**TASK:** Write out the entries below exactly, from the first line to the one with "width:20px; border:1px solid", both ends included.

DATA Start Marker

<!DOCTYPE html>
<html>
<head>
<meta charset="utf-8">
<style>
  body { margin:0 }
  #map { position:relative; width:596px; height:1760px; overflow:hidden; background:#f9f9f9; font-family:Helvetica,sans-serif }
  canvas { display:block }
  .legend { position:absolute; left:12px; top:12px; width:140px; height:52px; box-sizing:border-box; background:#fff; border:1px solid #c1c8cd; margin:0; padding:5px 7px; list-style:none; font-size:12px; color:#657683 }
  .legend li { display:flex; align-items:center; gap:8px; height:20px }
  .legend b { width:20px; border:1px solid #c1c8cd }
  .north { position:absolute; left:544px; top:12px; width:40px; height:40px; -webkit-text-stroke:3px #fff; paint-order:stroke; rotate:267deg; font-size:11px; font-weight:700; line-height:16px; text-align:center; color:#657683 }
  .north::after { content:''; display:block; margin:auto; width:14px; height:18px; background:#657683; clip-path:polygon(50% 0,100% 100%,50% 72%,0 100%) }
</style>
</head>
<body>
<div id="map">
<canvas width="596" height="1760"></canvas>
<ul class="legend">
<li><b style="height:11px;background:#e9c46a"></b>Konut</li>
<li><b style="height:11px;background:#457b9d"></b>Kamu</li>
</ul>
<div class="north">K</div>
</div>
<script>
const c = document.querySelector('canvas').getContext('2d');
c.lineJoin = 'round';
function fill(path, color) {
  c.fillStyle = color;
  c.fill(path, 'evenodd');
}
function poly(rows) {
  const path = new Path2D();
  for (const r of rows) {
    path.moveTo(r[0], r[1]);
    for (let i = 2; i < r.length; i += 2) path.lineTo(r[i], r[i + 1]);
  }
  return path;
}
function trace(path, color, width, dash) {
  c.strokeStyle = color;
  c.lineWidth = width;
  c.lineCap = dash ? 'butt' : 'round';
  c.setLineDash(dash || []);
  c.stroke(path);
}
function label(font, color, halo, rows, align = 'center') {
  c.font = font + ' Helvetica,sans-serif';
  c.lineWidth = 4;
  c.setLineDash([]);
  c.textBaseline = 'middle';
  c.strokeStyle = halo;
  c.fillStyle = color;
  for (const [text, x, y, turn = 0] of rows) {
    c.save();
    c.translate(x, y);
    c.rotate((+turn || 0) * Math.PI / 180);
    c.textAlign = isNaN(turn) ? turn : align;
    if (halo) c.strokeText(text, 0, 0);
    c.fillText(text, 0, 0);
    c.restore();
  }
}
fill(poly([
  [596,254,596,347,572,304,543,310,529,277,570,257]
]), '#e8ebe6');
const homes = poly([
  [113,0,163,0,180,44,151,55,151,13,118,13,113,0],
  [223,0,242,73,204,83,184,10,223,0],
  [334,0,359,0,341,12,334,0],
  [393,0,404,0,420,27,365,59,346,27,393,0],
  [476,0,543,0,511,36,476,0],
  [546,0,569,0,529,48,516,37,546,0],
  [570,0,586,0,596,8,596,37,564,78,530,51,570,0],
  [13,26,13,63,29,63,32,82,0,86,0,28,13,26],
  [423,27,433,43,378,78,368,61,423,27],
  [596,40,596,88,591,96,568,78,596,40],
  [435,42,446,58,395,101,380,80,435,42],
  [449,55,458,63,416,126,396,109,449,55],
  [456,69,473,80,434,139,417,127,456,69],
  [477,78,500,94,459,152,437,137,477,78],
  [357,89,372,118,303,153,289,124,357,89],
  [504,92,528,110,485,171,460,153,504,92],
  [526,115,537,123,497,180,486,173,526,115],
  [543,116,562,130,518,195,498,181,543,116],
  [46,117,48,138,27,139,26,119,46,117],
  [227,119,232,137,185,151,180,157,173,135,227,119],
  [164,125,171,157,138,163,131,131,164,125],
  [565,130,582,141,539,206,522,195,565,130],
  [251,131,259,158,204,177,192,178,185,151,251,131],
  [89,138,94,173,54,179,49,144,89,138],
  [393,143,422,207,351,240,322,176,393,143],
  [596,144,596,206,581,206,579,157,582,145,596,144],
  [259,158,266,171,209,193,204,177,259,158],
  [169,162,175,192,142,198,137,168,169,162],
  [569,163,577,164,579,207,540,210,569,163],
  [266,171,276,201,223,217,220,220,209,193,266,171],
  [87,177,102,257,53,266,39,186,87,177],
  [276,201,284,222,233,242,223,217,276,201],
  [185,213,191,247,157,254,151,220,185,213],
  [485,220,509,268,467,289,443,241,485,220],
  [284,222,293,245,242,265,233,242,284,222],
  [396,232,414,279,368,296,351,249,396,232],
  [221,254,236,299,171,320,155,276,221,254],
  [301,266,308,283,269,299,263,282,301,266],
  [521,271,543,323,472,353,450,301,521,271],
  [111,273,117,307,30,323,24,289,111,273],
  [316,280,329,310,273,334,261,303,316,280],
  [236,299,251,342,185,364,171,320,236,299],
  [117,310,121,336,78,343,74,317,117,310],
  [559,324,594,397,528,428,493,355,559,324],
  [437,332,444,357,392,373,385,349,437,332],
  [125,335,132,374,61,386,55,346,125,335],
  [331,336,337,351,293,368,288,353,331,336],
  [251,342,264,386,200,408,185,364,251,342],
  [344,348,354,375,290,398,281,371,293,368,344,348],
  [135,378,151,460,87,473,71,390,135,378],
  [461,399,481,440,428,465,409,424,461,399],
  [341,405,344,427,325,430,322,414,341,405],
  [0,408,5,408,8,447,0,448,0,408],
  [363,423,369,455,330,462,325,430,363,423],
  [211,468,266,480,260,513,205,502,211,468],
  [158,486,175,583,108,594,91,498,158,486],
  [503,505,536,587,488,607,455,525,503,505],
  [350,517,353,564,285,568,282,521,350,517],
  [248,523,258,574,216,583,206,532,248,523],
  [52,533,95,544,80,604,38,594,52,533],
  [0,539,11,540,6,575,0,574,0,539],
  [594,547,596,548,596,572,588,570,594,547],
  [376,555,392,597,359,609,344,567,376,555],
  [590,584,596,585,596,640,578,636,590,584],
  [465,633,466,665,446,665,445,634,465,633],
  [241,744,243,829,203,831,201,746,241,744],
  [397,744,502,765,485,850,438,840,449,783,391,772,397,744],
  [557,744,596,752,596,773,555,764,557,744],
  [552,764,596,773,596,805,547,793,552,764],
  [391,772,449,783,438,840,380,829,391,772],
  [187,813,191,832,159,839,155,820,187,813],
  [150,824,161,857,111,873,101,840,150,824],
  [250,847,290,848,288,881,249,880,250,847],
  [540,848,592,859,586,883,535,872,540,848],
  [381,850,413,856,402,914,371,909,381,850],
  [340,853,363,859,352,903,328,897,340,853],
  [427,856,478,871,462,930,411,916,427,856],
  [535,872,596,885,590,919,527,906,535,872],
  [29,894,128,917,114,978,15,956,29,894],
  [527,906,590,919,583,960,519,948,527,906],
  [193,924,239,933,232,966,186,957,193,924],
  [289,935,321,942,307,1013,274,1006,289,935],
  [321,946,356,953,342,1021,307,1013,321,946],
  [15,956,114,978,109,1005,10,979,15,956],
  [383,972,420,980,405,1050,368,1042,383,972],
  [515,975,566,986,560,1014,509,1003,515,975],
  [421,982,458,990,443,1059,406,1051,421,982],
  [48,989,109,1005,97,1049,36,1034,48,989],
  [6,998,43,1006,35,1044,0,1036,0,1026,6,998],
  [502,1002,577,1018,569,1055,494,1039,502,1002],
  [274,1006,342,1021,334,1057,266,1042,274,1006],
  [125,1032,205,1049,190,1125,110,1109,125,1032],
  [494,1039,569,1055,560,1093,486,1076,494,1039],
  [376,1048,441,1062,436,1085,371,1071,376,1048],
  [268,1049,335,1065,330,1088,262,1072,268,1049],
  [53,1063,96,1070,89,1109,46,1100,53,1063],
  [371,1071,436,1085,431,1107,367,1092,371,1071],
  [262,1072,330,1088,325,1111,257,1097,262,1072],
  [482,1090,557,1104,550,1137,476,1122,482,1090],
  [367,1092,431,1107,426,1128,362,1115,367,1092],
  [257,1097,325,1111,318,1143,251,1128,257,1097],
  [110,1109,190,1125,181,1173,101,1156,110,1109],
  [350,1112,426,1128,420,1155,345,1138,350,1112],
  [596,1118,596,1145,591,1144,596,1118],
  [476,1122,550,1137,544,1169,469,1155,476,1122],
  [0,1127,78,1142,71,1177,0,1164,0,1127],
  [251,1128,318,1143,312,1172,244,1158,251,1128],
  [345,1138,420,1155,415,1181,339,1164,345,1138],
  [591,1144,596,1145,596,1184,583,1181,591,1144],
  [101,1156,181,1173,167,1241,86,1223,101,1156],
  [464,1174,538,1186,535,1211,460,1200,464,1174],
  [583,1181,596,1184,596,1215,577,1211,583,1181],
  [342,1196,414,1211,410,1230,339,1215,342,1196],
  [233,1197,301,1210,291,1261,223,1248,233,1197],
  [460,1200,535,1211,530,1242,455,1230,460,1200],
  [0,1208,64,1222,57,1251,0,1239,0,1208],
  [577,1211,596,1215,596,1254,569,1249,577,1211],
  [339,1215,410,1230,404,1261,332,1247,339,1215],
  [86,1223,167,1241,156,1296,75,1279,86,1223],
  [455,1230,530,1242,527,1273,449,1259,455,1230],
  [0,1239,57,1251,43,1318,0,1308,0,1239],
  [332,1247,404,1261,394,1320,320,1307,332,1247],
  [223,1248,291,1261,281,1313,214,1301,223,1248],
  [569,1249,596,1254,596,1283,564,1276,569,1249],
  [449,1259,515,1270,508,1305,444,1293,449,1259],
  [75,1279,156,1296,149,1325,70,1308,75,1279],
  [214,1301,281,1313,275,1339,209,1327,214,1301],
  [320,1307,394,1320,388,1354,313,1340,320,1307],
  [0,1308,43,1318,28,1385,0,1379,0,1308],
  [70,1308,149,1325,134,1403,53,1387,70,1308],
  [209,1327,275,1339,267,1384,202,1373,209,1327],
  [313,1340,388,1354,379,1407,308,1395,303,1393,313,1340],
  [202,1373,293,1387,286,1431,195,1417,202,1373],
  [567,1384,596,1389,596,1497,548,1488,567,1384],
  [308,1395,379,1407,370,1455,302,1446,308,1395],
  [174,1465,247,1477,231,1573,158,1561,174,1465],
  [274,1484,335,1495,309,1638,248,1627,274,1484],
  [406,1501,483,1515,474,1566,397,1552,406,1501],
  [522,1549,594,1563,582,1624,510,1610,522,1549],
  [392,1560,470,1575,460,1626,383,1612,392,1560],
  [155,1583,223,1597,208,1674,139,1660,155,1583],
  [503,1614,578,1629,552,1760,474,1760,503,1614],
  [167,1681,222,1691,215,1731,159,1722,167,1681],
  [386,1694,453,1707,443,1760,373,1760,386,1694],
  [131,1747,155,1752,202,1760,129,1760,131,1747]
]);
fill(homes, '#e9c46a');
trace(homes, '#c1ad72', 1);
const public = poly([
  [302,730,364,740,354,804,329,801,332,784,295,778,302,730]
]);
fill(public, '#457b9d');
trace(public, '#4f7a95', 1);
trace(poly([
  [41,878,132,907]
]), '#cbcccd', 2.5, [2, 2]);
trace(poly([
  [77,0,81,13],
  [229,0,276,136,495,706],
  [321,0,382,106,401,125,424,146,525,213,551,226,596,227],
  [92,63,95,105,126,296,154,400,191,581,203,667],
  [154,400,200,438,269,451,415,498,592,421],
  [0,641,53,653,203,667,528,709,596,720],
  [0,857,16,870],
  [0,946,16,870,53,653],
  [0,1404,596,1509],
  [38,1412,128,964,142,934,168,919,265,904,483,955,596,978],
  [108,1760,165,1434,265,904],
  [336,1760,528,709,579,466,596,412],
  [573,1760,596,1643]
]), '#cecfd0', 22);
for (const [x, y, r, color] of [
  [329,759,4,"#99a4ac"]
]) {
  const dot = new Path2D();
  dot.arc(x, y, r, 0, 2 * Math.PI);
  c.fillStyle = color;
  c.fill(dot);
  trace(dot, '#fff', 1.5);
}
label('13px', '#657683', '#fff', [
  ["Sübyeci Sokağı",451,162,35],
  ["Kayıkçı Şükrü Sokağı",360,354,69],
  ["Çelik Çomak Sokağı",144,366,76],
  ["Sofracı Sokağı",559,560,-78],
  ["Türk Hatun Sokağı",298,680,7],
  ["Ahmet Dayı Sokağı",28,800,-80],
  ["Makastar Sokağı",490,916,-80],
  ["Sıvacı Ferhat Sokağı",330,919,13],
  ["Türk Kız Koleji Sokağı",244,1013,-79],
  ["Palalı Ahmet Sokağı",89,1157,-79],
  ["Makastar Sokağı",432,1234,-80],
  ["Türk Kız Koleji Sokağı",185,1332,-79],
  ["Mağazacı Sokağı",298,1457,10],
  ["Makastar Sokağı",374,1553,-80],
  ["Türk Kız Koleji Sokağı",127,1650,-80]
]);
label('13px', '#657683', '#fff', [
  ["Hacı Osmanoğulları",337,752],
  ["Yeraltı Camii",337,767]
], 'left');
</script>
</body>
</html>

DATA End Marker

**YOUR SOLUTION:**
<!DOCTYPE html>
<html>
<head>
<meta charset="utf-8">
<style>
  body { margin:0 }
  #map { position:relative; width:596px; height:1760px; overflow:hidden; background:#f9f9f9; font-family:Helvetica,sans-serif }
  canvas { display:block }
  .legend { position:absolute; left:12px; top:12px; width:140px; height:52px; box-sizing:border-box; background:#fff; border:1px solid #c1c8cd; margin:0; padding:5px 7px; list-style:none; font-size:12px; color:#657683 }
  .legend li { display:flex; align-items:center; gap:8px; height:20px }
  .legend b { width:20px; border:1px solid #c1c8cd }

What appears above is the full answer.